After dropping the pictures, give again exactly the lines of the data from its first line through the line with "ctx.lineJoin = 'round';", which is included as well.

[Collected data entries]
------------
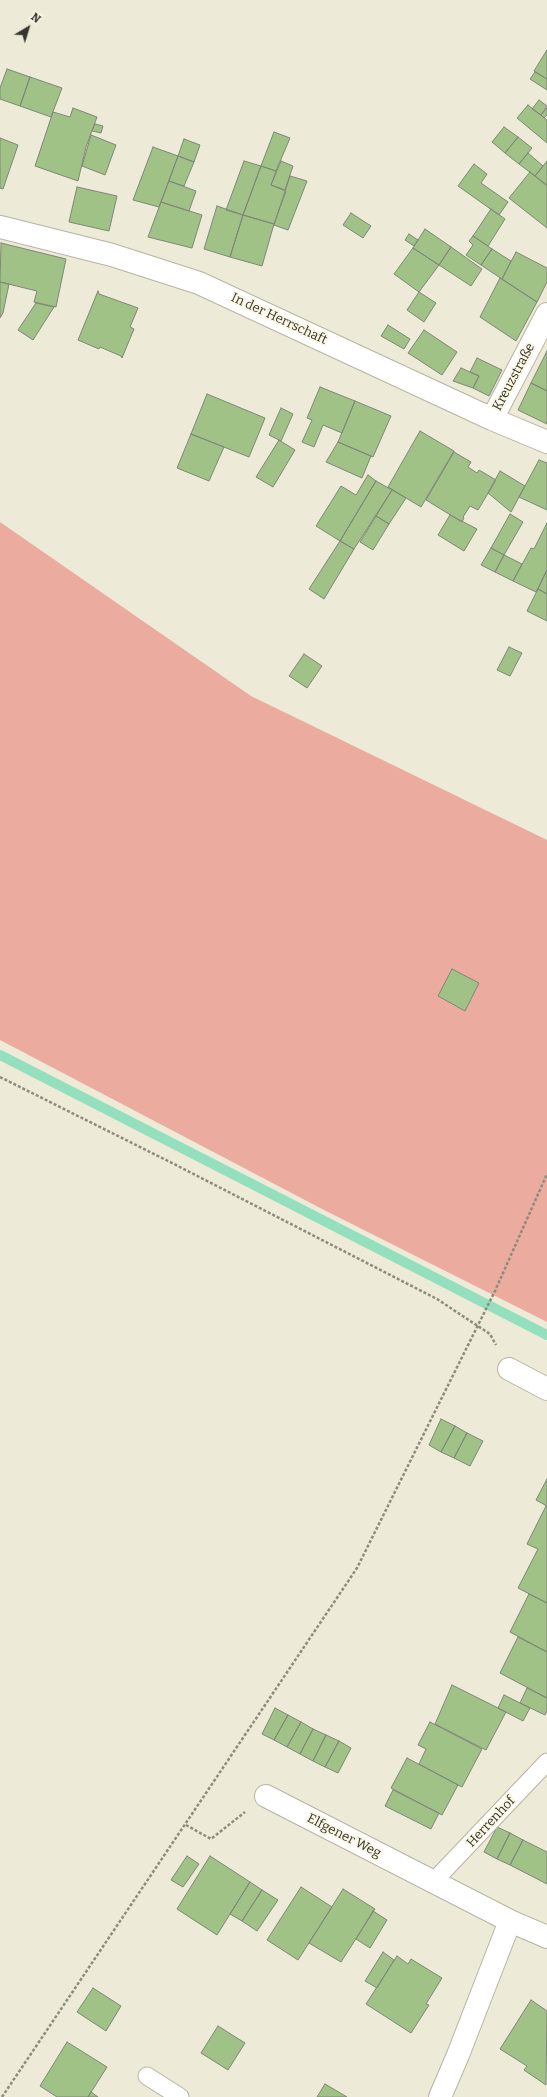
<!DOCTYPE html>
<meta charset="utf-8">
<style>
body{margin:0}
#map{position:relative;width:547px;height:2097px;overflow:hidden;background:#edead7;font-family:Bitter,serif}
canvas{display:block}
.north{position:absolute;left:8px;top:8px;width:40px;height:40px;-webkit-text-stroke:3px #faf7e4;paint-order:stroke;rotate:38deg;font-size:11px;font-weight:700;line-height:16px;text-align:center;color:#35342d}
.north::after{content:'';display:block;margin:auto;width:14px;height:18px;background:#35342d;clip-path:polygon(50% 0,100% 100%,50% 72%,0 100%)}
</style>
<div id="map">
<canvas width="547" height="2097"></canvas>
<div class="north">N</div>
</div>
<script>
const ctx = document.querySelector('canvas').getContext('2d');
ctx.lineJoin = 'round';
function paint(path, color) { ctx.fillStyle = color; ctx.fill(path, 'evenodd'); }
const shape = rows => new Path2D(rows.map(r => 'M' + r).join(''));
function trace(path, color, width, dash) { ctx.strokeStyle = color; ctx.lineWidth = width; ctx.lineCap = dash ? 'butt' : 'round'; ctx.setLineDash(dash || []); ctx.stroke(path); }
function write(font, color, halo, rows, align = 'center') {
  ctx.font = font + ' Bitter,serif'; ctx.lineWidth = 4; ctx.setLineDash([]); ctx.textBaseline = 'middle'; ctx.strokeStyle = halo; ctx.fillStyle = color; for (const [text, x, y, turn = 0] of rows) {
    ctx.save(); ctx.translate(x, y); ctx.rotate((+turn || 0) * Math.PI / 180); ctx.textAlign = isNaN(turn) ? turn : align; if (halo) ctx.strokeText(text, 0, 0); ctx.fillText(text, 0, 0); ctx.restore();
  }
}
paint(shape([
 [0,522,251,696,547,840,547,1322,324,1210,0,1040]
]), '#ebab9e');
trace(shape([
 [0,1055,547,1335]
]), '#93dfbe', 10);
const building = shape([
 [547,50,547,79,534,71,547,50],
 [7,69,30,77,20,106,0,99,0,88,7,69],
 [535,72,547,79,547,90,530,79,535,72],
 [30,77,62,88,51,117,20,106,30,77],
 [539,100,547,106,541,115,532,109,539,100],
 [528,105,547,120,547,143,517,118,528,105],
 [73,108,97,117,86,147,78,181,35,166,53,112,70,117,73,108],
 [547,108,547,115,544,118,541,115,547,108],
 [95,124,103,126,101,133,92,131,95,124],
 [504,127,518,137,505,153,492,142,504,127],
 [274,132,290,138,276,171,261,166,274,132],
 [91,135,116,145,105,175,82,166,91,135],
 [518,137,532,148,519,164,505,153,518,137],
 [0,138,18,145,3,189,0,188,0,138],
 [184,139,200,145,194,162,178,156,184,139],
 [153,147,178,156,159,207,133,200,153,147],
 [528,153,543,166,535,176,519,164,528,153],
 [178,156,194,162,184,186,169,181,178,156],
 [244,161,261,166,243,215,226,210,244,161],
 [281,161,293,166,285,190,271,185,281,161],
 [547,161,547,185,535,176,547,161],
 [474,164,487,174,481,183,508,202,499,215,458,186,474,164],
 [261,166,276,171,271,185,286,191,274,224,243,215,261,166],
 [530,172,547,186,547,228,509,198,530,172],
 [290,176,307,181,288,230,274,225,290,176],
 [169,181,196,191,189,211,161,202,169,181],
 [77,187,117,196,109,231,69,222,77,187],
 [161,202,202,215,192,248,148,237,161,202],
 [217,206,243,215,230,257,204,249,217,206],
 [491,209,505,219,488,246,473,236,491,209],
 [351,213,371,226,363,238,343,225,351,213],
 [243,215,274,224,262,266,230,257,243,215],
 [425,229,451,247,439,265,413,248,425,229],
 [409,234,418,240,414,246,405,240,409,234],
 [473,236,492,249,481,265,466,255,473,245,469,241,473,236],
 [1,243,66,259,56,307,34,302,37,291,0,282,1,243],
 [451,247,482,269,471,286,439,265,451,247],
 [413,248,439,265,419,292,394,274,413,248],
 [492,249,511,261,502,279,481,265,492,249],
 [516,252,547,268,547,282,537,302,502,279,516,252],
 [500,278,537,302,516,341,480,317,500,278],
 [0,282,9,284,3,313,0,318,0,282],
 [98,291,99,294,138,308,130,327,134,329,122,358,121,356,100,347,99,349,78,340,98,291],
 [419,292,436,303,424,322,407,310,419,292],
 [36,303,54,307,33,340,18,330,36,303],
 [388,325,410,339,404,349,381,336,388,325],
 [424,330,457,352,442,375,408,353,424,330],
 [547,351,547,391,531,383,547,351],
 [477,358,502,370,489,396,473,388,479,376,470,372,477,358],
 [461,368,479,376,473,388,453,381,461,368],
 [531,383,547,391,547,424,518,410,531,383],
 [320,387,355,401,342,433,323,425,314,447,302,442,312,420,307,418,320,387],
 [207,394,265,418,249,457,191,434,207,394],
 [355,401,391,416,373,457,338,442,355,401],
 [281,408,293,414,281,441,269,435,281,408],
 [420,431,454,451,421,507,388,487,420,431],
 [191,434,224,447,209,481,177,468,191,434],
 [279,440,295,450,273,487,256,477,279,440],
 [338,442,371,456,362,478,326,462,338,442],
 [454,452,471,462,468,467,477,473,479,470,496,480,478,510,470,506,463,517,464,518,462,522,426,500,454,452],
 [539,460,547,463,547,510,519,497,539,460],
 [500,471,525,486,511,512,488,493,500,471],
 [368,475,376,481,340,541,316,526,341,486,356,495,368,475],
 [376,481,392,490,354,549,340,541,376,481],
 [392,490,406,498,389,524,376,516,392,490],
 [510,514,523,522,504,555,491,548,510,514],
 [450,515,477,529,464,551,438,535,450,515],
 [376,516,389,524,373,550,360,542,376,516],
 [547,523,547,570,536,592,513,581,531,548,534,549,547,523],
 [340,541,354,549,324,599,309,589,340,541],
 [491,548,504,555,495,572,481,565,491,548],
 [504,555,522,564,513,581,495,572,504,555],
 [547,570,547,594,538,589,547,570],
 [538,589,547,594,547,621,527,611,538,589],
 [509,647,522,653,510,676,497,670,509,647],
 [304,654,322,666,307,688,289,676,304,654],
 [452,969,479,983,465,1011,438,996,452,969],
 [441,1419,455,1426,441,1452,429,1445,441,1419],
 [455,1426,467,1433,454,1458,441,1452,455,1426],
 [467,1433,483,1441,470,1466,454,1458,467,1433],
 [547,1479,547,1506,536,1500,547,1479],
 [546,1506,547,1506,547,1603,518,1588,538,1549,527,1544,546,1506],
 [529,1594,547,1603,547,1652,510,1632,529,1594],
 [518,1637,547,1652,547,1698,500,1673,518,1637],
 [452,1685,506,1712,486,1750,435,1724,452,1685],
 [527,1688,547,1698,547,1711,545,1715,520,1703,527,1688],
 [504,1695,530,1708,523,1721,498,1708,504,1695],
 [275,1708,288,1715,274,1740,262,1734,275,1708],
 [288,1715,301,1722,287,1747,274,1740,288,1715],
 [301,1722,313,1729,300,1754,287,1747,301,1722],
 [430,1722,482,1749,462,1787,419,1764,426,1749,418,1745,430,1722],
 [313,1729,326,1735,313,1761,300,1754,313,1729],
 [326,1735,339,1741,325,1767,313,1761,326,1735],
 [339,1741,351,1748,338,1773,325,1767,339,1741],
 [407,1758,458,1785,442,1815,391,1788,407,1758],
 [393,1790,439,1813,431,1829,385,1806,393,1790],
 [497,1827,510,1833,497,1859,484,1852,497,1827],
 [510,1833,523,1840,510,1865,497,1859,510,1833],
 [523,1840,547,1852,547,1884,510,1865,523,1840],
 [187,1856,199,1864,183,1887,171,1880,187,1856],
 [210,1856,250,1882,217,1935,177,1909,210,1856],
 [250,1882,262,1890,242,1921,230,1914,250,1882],
 [301,1887,332,1907,298,1960,267,1940,301,1887],
 [343,1889,375,1909,341,1962,309,1943,343,1889],
 [262,1890,278,1900,257,1931,242,1921,262,1890],
 [373,1911,387,1920,370,1948,356,1939,373,1911],
 [383,1952,394,1960,377,1988,365,1981,383,1952],
 [397,1956,408,1964,411,1959,442,1978,426,2004,429,2005,411,2033,366,2004,397,1956],
 [93,1988,121,2006,106,2031,77,2012,93,1988],
 [531,2000,547,2011,546,2085,524,2070,527,2066,500,2049,531,2000],
 [218,2026,245,2043,228,2070,201,2053,218,2026],
 [67,2042,107,2067,88,2097,57,2097,40,2086,67,2042],
 [325,2084,347,2097,317,2097,325,2084],
 [91,2092,98,2097,88,2097,91,2092]
]);
paint(building, '#a1c287');
trace(building, '#7d8777', 1);
const lane = shape([
 [434,1881,547,1762],
 [147,2076,180,2097]
]);
const street = shape([
 [0,227,112,255,199,283,492,419,547,442],
 [492,419,547,314],
 [509,1369,547,1389],
 [266,1796,510,1921,547,1937],
 [440,2097,458,2055,510,1921]
]);
trace(lane, '#b8b4a2', 19);
trace(street, '#b8b4a2', 24);
trace(shape([
 [0,1077,174,1164,437,1299,490,1334,496,1345],
 [186,1825,211,1839,245,1812],
 [2,2097,357,1568,495,1291,547,1174]
]), '#8d8b7e', 2.5, [3, 2]);
trace(lane, '#fff', 17);
trace(street, '#fff', 22);
write('13px', '#35342d', '#faf7e4', [
 ["In der Herrschaft",279,319,25],
 ["Kreuzstraße",514,377,-62],
 ["Herrenhof",491,1822,-47],
 ["Elfgener Weg",344,1836,27]
]);
</script>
------------
### Task result:
<!DOCTYPE html>
<meta charset="utf-8">
<style>
body{margin:0}
#map{position:relative;width:547px;height:2097px;overflow:hidden;background:#edead7;font-family:Bitter,serif}
canvas{display:block}
.north{position:absolute;left:8px;top:8px;width:40px;height:40px;-webkit-text-stroke:3px #faf7e4;paint-order:stroke;rotate:38deg;font-size:11px;font-weight:700;line-height:16px;text-align:center;color:#35342d}
.north::after{content:'';display:block;margin:auto;width:14px;height:18px;background:#35342d;clip-path:polygon(50% 0,100% 100%,50% 72%,0 100%)}
</style>
<div id="map">
<canvas width="547" height="2097"></canvas>
<div class="north">N</div>
</div>
<script>
const ctx = document.querySelector('canvas').getContext('2d');
ctx.lineJoin = 'round';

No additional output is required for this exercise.